Qu'est-ce que tu connais par ailleurs de la musique
française ?
Il y a un groupe français que j'aime beaucoup,
Telepopmusik, qui avait sorti un album il y a deux ans ("Genetic
World", ndlr). C'était un album génial
et je les avais vus dans un festival il y a environ un an,
mais je ne sais pas ce qu'ils font en ce moment. Sinon,
il y a aussi un autre "artiste" que j'aime,
dont j'écoute tout le temps le morceau en ce
moment, une sorte d'artiste hip-hop, Carlito. Il a
un morceau vraiment "méchant" sur son album, ça
s'appelle "Kif Kif" et c'est tout
simplement fantastique. Je trouve qu'il y a quelque
chose qui fonctionne bien entre le français et le
hip hop.
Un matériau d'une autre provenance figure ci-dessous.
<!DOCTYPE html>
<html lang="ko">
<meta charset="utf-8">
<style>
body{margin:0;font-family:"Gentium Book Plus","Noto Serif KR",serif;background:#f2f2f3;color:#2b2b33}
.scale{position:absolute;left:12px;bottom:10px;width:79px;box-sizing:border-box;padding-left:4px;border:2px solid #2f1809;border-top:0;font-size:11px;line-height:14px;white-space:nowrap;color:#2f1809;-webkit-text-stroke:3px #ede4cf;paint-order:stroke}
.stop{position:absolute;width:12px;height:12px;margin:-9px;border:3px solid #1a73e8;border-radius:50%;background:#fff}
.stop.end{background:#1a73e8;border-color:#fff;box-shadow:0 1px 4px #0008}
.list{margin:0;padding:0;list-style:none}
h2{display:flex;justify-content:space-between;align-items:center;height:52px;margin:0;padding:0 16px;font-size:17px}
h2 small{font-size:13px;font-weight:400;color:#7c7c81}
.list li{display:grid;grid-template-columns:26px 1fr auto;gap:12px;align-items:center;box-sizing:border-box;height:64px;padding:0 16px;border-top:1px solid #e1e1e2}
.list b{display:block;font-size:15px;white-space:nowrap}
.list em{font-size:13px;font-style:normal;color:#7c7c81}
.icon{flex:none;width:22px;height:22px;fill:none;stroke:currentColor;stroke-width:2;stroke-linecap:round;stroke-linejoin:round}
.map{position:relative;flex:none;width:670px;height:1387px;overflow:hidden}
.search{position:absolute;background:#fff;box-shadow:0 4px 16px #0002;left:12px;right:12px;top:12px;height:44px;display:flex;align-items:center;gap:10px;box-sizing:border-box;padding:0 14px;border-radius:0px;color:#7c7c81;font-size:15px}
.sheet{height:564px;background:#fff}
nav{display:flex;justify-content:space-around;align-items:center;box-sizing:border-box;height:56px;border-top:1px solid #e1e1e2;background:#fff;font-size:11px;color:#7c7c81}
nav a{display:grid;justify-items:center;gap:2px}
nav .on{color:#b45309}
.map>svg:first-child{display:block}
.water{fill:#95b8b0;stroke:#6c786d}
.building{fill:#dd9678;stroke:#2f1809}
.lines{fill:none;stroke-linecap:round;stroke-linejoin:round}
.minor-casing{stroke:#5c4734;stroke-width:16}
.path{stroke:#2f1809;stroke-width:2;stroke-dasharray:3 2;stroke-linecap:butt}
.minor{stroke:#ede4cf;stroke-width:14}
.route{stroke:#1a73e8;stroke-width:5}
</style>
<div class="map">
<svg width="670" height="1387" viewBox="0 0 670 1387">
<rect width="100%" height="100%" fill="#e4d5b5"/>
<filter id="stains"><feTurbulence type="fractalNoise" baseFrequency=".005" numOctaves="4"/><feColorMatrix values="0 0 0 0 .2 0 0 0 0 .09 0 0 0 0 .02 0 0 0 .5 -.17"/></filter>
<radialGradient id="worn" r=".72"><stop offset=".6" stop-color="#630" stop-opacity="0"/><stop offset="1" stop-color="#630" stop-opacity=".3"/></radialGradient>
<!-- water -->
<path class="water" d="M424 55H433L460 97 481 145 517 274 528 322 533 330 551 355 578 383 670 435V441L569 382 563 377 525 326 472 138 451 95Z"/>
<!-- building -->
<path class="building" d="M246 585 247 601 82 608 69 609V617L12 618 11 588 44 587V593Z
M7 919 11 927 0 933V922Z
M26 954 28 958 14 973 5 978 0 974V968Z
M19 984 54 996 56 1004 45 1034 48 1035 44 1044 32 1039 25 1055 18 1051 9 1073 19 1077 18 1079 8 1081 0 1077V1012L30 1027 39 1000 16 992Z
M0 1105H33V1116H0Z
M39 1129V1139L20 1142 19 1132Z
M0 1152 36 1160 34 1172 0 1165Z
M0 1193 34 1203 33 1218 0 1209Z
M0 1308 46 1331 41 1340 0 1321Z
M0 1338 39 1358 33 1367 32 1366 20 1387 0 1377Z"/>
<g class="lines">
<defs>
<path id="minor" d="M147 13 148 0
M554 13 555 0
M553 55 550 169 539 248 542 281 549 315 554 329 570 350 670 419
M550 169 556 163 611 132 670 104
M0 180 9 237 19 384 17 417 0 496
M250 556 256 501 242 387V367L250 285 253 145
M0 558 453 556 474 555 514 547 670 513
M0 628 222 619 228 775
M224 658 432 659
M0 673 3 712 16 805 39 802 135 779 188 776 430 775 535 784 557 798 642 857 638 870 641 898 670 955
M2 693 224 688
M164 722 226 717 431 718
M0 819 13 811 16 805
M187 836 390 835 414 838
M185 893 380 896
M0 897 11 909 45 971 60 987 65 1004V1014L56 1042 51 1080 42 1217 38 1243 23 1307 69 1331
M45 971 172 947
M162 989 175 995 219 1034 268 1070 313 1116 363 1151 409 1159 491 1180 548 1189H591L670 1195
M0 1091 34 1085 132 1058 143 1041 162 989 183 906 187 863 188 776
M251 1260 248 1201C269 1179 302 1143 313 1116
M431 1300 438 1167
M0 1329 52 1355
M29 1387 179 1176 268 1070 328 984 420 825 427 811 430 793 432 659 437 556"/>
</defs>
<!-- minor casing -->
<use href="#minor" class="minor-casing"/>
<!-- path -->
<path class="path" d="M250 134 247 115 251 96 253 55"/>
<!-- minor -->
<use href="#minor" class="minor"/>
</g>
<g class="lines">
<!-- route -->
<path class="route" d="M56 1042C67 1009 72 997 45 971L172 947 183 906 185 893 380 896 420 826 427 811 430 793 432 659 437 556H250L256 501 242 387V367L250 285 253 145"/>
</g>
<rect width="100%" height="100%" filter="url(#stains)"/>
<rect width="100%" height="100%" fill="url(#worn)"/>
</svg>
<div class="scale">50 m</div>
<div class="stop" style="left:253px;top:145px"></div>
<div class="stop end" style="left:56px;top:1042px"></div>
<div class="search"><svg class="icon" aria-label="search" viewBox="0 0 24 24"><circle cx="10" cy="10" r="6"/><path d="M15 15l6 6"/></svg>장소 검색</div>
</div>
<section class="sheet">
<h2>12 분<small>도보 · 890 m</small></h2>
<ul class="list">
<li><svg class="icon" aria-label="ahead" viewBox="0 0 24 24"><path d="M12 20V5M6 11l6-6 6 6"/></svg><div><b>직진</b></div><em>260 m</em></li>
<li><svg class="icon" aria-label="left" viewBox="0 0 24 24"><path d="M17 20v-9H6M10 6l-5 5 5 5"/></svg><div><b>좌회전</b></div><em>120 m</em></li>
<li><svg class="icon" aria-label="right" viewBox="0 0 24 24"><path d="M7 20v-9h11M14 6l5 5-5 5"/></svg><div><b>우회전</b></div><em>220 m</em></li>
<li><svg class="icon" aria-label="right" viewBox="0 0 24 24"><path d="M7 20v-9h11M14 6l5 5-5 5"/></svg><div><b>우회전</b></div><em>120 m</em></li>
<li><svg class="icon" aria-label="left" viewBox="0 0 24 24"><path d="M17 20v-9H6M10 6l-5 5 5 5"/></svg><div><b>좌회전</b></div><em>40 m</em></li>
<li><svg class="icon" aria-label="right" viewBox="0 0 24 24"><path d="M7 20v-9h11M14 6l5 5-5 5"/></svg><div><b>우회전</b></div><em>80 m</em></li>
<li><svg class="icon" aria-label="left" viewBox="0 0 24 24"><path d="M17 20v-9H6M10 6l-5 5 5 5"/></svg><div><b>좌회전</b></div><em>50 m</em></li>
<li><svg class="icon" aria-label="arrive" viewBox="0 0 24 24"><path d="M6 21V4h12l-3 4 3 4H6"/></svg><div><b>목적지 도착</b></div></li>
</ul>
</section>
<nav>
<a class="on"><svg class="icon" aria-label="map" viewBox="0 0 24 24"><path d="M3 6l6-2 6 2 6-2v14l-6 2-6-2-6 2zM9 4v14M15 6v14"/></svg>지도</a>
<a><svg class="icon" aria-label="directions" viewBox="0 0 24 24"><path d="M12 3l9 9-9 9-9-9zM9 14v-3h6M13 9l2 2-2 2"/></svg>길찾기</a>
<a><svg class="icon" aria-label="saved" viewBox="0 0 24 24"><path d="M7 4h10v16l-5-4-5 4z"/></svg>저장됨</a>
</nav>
J'étais récemment en Norvège
où j'ai écouté du hip-hop local,
et c'était aussi très cool. C'est étrange, ça
peut ne pas marcher, ça dépend du rythme de
la langue.
On
t'imagine volontiers des affinités avec
des musiciens très esthètes comme Neil Hannon,
Rufus Wainwright, Maximilian
Hecker. Est-ce que le rapprochement
te semble pertinent ?
En quelque sorte oui, je
crois, parce qu'ils n'appartiennent pas vraiment à la
musique "mainstream", et ils survivent comme ça.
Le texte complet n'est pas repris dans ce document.